:: Assigned task ::
Identify each line below that contains the word "this", and copy it out.

:: Source material ::
######
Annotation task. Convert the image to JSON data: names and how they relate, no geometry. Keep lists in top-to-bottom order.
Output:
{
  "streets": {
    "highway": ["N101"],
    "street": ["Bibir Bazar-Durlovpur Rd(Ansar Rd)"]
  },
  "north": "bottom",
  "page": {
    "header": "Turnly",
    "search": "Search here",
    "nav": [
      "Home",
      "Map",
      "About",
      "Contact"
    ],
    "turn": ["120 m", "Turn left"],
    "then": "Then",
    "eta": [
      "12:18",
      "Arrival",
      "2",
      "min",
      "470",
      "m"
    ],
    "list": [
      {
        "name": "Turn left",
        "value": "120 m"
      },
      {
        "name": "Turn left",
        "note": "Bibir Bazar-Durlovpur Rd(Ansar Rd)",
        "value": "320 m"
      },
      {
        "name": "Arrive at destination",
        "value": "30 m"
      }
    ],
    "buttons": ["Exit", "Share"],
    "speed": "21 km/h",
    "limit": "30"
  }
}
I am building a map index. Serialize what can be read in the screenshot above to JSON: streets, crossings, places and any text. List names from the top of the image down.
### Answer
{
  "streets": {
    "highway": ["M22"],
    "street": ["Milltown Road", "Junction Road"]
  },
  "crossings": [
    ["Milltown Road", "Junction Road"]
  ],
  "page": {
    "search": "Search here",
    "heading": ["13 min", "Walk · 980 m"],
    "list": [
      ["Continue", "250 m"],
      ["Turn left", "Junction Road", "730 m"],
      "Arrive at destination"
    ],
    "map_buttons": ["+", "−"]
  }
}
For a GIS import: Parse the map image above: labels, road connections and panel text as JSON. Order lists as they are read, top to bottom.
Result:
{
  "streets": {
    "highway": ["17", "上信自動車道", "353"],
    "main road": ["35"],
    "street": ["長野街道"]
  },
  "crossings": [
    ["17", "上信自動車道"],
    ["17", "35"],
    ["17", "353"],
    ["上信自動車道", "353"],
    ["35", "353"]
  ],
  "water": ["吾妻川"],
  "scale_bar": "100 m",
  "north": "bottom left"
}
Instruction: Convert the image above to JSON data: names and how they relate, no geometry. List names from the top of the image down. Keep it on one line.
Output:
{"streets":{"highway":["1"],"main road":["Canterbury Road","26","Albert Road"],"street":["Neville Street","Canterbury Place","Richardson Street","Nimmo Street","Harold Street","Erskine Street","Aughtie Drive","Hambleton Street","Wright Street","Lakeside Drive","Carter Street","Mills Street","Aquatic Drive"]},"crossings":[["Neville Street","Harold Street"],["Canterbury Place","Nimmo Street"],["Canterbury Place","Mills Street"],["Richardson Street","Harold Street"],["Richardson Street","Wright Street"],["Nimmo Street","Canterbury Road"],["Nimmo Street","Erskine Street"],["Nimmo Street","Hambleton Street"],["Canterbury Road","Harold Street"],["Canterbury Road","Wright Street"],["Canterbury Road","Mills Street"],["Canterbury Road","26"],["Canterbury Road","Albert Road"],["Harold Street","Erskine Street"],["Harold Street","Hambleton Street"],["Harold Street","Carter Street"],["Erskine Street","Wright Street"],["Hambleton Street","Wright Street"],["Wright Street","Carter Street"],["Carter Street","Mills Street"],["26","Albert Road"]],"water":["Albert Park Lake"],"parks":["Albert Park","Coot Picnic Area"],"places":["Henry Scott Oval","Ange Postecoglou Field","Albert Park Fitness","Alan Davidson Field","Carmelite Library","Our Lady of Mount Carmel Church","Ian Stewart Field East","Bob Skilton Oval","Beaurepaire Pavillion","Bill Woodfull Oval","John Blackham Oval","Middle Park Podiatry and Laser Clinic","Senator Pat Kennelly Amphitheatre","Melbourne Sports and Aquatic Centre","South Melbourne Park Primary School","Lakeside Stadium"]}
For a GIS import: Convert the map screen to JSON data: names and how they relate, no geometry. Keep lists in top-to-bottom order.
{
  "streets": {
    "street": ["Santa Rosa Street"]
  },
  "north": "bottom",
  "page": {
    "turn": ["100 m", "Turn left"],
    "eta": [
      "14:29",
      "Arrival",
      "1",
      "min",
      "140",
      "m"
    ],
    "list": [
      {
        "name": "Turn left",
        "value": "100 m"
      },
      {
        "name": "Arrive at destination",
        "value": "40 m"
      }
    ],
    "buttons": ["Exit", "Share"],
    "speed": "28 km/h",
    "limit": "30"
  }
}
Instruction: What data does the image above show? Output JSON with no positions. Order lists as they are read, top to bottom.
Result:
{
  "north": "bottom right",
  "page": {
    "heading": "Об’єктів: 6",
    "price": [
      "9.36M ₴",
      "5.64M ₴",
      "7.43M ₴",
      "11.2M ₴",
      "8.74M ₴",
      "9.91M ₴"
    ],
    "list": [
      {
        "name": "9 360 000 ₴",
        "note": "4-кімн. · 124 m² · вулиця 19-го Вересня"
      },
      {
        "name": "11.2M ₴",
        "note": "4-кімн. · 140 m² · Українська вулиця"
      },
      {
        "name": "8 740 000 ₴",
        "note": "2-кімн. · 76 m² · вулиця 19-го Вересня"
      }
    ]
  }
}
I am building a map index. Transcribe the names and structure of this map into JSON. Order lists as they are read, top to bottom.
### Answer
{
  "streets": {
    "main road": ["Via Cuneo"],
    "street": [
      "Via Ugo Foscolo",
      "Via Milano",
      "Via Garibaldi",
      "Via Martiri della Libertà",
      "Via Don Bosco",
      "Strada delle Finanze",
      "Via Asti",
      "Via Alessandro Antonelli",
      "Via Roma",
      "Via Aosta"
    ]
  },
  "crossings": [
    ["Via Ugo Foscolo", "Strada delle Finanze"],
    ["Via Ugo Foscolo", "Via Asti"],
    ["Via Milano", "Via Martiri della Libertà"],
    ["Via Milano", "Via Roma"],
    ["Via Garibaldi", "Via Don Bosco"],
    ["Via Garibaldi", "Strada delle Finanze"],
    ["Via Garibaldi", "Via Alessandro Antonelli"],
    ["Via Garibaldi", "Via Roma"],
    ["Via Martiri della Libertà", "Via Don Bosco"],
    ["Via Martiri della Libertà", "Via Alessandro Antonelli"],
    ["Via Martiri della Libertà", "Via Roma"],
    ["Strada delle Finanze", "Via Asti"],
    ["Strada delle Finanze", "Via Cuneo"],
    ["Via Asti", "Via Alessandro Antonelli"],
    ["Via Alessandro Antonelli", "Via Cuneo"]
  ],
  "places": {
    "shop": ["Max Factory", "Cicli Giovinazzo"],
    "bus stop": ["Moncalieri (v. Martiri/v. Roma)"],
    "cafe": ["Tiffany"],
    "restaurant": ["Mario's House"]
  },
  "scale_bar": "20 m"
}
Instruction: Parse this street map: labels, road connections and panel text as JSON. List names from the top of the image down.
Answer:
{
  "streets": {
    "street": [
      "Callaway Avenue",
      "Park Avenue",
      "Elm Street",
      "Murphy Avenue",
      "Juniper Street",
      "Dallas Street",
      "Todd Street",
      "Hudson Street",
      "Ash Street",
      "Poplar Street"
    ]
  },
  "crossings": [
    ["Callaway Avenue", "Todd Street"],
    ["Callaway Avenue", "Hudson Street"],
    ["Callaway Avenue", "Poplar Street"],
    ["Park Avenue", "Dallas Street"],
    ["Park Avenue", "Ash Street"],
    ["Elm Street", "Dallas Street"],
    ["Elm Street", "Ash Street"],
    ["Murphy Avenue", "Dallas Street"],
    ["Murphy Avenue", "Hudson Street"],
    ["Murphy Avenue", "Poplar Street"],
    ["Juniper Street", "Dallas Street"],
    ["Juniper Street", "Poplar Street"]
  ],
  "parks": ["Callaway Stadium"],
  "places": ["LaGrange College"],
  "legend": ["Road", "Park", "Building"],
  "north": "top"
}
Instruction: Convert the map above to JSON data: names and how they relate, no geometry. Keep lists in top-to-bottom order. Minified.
######
:: Task output ::
I am building a map index. Transcribe the names and structure of this map into JSON. Order lists as they are read, top to bottom.
Instruction: Parse this street map: labels, road connections and panel text as JSON. List names from the top of the image down.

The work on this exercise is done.